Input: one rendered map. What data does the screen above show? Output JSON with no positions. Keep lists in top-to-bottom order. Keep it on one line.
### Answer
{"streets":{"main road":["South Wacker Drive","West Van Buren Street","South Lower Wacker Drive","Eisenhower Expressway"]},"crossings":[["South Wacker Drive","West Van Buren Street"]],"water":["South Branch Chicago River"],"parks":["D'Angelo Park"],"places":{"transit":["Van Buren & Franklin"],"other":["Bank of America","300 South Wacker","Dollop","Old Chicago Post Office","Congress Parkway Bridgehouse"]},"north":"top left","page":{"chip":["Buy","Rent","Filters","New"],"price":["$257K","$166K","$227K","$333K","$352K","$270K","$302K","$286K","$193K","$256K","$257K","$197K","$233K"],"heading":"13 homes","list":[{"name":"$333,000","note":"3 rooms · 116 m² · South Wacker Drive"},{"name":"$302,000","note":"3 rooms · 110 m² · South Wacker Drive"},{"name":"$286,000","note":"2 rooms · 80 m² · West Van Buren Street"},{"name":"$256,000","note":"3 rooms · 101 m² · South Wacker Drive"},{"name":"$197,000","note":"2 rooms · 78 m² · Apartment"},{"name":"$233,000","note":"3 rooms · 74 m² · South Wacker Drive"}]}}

┄┄┄┄┄┄┄┄┄┄

→ **PROBLEM DETAILS**
The complete data is to be transcribed verbatim.

→ **EXERCISE ANSWER**
Input: one rendered map. What data does the screen above show? Output JSON with no positions. Keep lists in top-to-bottom order. Keep it on one line.
### Answer
{"streets":{"main road":["South Wacker Drive","West Van Buren Street","South Lower Wacker Drive","Eisenhower Expressway"]},"crossings":[["South Wacker Drive","West Van Buren Street"]],"water":["South Branch Chicago River"],"parks":["D'Angelo Park"],"places":{"transit":["Van Buren & Franklin"],"other":["Bank of America","300 South Wacker","Dollop","Old Chicago Post Office","Congress Parkway Bridgehouse"]},"north":"top left","page":{"chip":["Buy","Rent","Filters","New"],"price":["$257K","$166K","$227K","$333K","$352K","$270K","$302K","$286K","$193K","$256K","$257K","$197K","$233K"],"heading":"13 homes","list":[{"name":"$333,000","note":"3 rooms · 116 m² · South Wacker Drive"},{"name":"$302,000","note":"3 rooms · 110 m² · South Wacker Drive"},{"name":"$286,000","note":"2 rooms · 80 m² · West Van Buren Street"},{"name":"$256,000","note":"3 rooms · 101 m² · South Wacker Drive"},{"name":"$197,000","note":"2 rooms · 78 m² · Apartment"},{"name":"$233,000","note":"3 rooms · 74 m² · South Wacker Drive"}]}}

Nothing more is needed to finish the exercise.